The Computational Complexity of Finding Hamiltonian Cycles in Grid Graphs of Semiregular Tessellations

TL;DR

This paper explores the computational complexity of finding Hamiltonian cycles in grid graphs derived from semiregular tessellations, establishing NP-hardness results and polynomial algorithms for specific cases.

Contribution

It extends complexity results to semiregular tessellations and introduces algorithms for Hamiltonian cycles with turn restrictions in grid graphs.

Findings

NP-hardness of Hamiltonian path in all eight semiregular tessellations

Polynomial-time algorithm for Hamiltonian cycles with turns at every vertex in square grids

NP-completeness of Hamiltonian cycle decision in cubic grid graphs with height 2

Abstract

Finding Hamitonian Cycles in square grid graphs is a well studied and important questions. More recent work has extended these results to triangular and hexagonal grids, as well as further restricted versions.
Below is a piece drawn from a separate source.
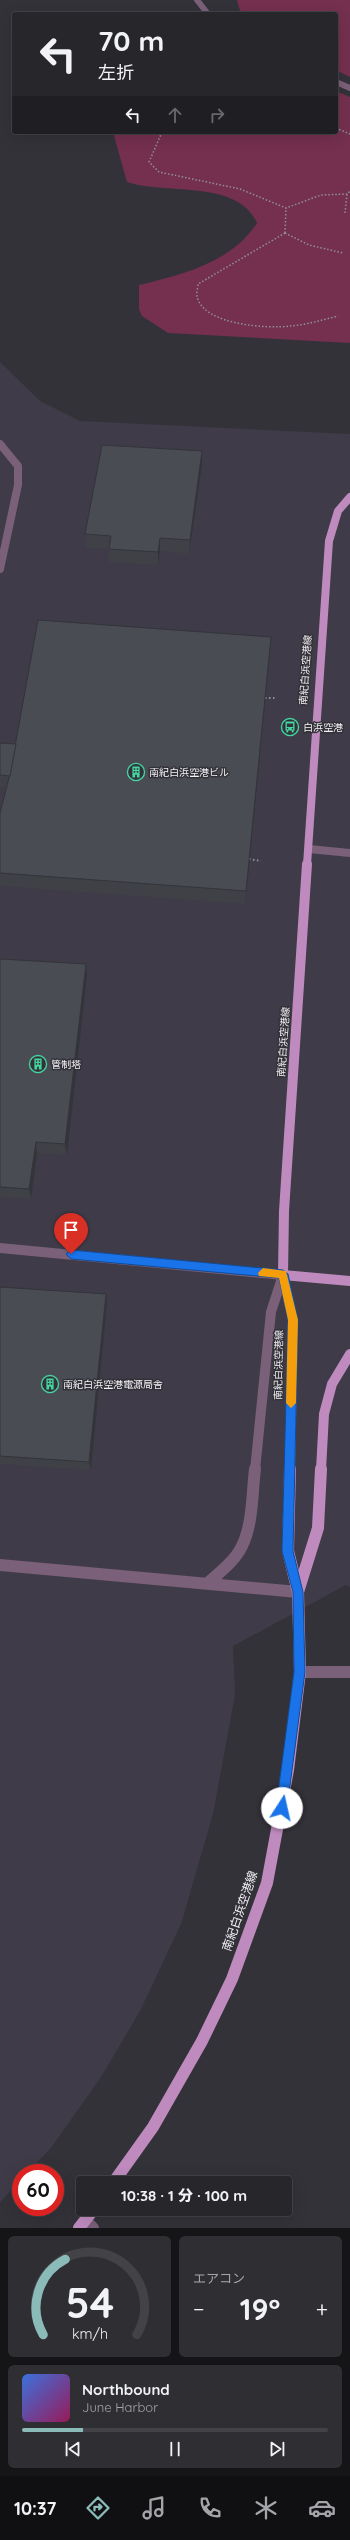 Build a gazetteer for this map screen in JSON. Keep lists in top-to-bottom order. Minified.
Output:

In this paper, we examine a class of more complex grids, as well as looking at the problem with restricted types of paths. We investigate the hardness of Hamiltonian cycle problem in grid graphs of semiregular tessellations. We give NP-hardness reductions for finding Hamiltonian paths in grid graphs based on all eight of the semiregular tessilations. Next, we investigate variations on the problem of finding Hamiltonian Paths in grid graphs when the path is forced to turn at every vertex. We give a polynomial time algorithm for deciding if a square grid graph admits a Hamiltonian cycle which turns at every vertex. We then show deciding if cubic grid graphs, even if the height is restricted to $2$, admit a Hamiltonian cycle is NP-complete.